## Aim of the task
Reading the listing below, count the lines that contain the word "shaded" and give that count alone.

## Available data

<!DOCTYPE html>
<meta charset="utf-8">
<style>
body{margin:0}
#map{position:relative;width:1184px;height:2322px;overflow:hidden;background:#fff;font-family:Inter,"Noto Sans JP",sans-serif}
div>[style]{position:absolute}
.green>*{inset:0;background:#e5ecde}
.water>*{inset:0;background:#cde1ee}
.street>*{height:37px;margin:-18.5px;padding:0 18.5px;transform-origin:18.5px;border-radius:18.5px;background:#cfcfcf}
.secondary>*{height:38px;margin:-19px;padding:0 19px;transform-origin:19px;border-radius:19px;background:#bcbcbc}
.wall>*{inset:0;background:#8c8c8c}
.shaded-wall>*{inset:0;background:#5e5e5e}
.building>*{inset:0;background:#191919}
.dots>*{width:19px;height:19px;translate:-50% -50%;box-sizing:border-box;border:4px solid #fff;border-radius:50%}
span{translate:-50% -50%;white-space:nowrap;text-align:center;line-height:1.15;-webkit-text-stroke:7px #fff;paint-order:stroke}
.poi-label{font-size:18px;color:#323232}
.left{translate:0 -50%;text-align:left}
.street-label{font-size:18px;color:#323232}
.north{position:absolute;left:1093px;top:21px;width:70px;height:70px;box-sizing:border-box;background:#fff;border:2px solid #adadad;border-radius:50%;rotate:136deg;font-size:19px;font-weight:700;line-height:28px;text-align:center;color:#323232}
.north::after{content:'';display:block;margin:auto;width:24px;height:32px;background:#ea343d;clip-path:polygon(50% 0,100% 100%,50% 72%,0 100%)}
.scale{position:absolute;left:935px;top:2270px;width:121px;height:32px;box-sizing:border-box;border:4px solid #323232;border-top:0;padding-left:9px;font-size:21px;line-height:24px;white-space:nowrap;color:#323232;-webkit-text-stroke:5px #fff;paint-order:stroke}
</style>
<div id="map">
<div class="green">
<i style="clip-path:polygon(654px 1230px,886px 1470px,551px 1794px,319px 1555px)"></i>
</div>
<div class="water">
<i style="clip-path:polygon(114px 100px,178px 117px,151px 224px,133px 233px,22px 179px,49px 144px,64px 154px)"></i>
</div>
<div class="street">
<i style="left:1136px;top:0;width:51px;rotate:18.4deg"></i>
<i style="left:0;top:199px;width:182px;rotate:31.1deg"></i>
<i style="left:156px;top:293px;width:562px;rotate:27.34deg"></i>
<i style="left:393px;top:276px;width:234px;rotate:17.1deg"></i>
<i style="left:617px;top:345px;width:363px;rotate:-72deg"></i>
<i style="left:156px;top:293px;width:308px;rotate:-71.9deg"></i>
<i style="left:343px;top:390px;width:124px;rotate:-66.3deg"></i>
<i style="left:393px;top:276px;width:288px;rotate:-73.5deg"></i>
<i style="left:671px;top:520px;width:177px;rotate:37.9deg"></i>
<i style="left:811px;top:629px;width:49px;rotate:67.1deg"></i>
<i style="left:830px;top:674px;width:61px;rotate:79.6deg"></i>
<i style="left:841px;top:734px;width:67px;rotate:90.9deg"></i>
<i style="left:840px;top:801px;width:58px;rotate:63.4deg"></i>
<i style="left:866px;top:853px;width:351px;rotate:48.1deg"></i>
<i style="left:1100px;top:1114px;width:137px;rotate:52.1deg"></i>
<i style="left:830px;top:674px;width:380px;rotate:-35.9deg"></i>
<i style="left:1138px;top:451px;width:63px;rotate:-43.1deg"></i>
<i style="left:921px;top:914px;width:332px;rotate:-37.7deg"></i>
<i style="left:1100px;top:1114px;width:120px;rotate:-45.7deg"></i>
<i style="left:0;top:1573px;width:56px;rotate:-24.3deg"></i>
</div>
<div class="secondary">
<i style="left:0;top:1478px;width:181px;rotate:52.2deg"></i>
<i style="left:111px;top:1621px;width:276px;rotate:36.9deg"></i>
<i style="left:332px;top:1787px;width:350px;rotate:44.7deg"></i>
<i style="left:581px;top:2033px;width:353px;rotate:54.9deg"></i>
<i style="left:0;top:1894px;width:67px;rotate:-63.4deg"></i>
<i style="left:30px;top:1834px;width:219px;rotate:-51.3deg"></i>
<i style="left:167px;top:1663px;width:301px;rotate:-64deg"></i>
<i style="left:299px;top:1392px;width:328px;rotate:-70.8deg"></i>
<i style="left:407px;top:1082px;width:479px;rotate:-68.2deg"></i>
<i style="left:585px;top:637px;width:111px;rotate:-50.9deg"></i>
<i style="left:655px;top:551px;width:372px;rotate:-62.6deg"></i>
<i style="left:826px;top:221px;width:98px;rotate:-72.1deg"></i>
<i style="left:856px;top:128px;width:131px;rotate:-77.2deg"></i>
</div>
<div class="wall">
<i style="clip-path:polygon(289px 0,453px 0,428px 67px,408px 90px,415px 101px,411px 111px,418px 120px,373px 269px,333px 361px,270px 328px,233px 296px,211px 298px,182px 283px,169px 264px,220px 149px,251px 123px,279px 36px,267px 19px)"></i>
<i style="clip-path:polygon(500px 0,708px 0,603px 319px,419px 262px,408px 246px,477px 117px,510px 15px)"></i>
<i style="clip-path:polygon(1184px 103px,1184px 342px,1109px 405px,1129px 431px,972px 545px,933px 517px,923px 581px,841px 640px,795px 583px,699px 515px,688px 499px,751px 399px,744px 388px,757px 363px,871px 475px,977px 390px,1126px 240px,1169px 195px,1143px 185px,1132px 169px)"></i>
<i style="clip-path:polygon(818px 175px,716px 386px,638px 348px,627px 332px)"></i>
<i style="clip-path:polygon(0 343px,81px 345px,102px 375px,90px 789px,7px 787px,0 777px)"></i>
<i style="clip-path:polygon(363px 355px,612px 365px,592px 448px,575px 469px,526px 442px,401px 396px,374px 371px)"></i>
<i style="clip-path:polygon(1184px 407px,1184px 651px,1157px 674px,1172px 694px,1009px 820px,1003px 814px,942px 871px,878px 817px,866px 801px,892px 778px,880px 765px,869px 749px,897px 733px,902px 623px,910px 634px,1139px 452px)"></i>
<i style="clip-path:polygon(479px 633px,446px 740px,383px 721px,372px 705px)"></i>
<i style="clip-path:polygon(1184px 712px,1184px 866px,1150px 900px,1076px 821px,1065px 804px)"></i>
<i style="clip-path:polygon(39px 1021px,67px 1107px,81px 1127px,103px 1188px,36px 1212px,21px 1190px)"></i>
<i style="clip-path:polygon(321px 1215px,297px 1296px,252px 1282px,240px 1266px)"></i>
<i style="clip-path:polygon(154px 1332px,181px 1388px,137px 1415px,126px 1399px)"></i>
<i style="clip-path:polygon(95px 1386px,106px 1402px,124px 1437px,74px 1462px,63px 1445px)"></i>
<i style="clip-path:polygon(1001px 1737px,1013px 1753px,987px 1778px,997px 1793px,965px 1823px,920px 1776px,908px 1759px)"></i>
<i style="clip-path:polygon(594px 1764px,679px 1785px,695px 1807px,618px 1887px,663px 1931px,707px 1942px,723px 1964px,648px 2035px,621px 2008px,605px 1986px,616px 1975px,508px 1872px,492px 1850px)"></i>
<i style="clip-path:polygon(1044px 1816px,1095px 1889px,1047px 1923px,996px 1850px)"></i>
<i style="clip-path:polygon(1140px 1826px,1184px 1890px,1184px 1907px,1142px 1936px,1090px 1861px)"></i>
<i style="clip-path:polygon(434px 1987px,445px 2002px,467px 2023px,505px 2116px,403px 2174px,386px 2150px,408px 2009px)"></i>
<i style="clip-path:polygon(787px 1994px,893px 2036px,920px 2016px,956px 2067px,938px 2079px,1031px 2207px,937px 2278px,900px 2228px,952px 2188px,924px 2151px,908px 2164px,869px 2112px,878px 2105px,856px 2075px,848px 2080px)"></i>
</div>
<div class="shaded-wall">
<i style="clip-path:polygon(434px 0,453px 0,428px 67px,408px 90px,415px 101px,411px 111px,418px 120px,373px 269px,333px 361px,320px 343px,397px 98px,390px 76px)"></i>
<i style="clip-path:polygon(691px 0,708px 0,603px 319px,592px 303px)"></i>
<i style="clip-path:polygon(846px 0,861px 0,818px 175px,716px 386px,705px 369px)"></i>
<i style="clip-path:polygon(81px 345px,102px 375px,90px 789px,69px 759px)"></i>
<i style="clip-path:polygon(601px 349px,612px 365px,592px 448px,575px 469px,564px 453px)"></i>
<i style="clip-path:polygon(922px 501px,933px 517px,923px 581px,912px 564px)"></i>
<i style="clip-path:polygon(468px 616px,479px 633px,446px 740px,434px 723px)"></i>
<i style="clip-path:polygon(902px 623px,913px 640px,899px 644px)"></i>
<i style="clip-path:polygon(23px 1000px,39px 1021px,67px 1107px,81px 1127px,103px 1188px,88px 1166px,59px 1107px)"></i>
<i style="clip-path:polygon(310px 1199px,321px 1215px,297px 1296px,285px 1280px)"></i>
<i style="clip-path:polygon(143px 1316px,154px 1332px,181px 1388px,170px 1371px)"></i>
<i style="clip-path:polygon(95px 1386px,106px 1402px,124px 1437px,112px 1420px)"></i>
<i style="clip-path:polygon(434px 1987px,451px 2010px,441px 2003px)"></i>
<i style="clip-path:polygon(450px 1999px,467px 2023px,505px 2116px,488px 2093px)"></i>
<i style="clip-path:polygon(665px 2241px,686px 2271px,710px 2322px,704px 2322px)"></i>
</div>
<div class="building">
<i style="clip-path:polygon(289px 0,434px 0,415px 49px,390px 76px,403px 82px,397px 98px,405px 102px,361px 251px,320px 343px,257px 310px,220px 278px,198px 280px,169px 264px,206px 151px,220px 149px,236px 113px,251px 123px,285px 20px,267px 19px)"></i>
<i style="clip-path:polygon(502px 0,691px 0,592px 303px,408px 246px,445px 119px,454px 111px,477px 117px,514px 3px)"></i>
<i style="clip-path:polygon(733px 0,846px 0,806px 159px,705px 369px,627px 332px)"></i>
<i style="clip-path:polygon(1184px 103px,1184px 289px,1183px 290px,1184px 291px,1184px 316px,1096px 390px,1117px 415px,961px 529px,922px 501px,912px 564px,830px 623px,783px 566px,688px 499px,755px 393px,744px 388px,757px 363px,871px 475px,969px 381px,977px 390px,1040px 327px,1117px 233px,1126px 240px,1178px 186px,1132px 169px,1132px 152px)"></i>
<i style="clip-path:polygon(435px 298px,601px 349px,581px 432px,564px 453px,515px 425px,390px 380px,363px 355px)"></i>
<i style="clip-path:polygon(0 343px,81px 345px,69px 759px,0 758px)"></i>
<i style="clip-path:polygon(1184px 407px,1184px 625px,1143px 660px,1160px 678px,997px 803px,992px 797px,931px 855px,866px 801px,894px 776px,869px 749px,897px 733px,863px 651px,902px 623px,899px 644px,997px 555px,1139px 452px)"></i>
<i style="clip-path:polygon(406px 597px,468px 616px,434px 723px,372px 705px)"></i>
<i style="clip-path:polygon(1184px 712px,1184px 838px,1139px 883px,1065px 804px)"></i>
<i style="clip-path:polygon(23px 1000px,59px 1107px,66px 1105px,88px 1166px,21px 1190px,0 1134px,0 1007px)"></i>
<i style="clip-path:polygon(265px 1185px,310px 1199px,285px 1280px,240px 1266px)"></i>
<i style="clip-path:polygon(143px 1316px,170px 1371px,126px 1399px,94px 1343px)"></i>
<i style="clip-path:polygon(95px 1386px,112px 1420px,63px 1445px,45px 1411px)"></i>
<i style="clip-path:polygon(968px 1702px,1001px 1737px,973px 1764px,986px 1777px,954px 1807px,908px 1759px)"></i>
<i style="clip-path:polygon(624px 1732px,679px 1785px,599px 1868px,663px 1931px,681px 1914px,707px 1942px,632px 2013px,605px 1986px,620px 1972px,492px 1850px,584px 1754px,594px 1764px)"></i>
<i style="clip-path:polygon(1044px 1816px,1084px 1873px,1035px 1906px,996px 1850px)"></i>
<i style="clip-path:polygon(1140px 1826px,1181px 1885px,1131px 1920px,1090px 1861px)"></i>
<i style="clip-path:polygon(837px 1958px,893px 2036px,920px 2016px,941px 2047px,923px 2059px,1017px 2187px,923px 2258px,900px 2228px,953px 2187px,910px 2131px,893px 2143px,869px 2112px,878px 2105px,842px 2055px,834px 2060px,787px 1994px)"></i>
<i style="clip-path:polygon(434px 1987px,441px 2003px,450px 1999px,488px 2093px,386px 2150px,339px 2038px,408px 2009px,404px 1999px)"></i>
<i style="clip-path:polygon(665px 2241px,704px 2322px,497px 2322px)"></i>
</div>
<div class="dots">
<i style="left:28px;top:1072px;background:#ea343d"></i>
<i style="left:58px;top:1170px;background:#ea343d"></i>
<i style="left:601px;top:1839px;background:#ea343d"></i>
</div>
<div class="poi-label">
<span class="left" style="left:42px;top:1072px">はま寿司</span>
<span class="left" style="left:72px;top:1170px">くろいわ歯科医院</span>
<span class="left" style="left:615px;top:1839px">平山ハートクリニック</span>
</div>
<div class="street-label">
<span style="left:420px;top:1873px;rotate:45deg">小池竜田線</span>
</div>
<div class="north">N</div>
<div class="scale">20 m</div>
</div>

## Task response
2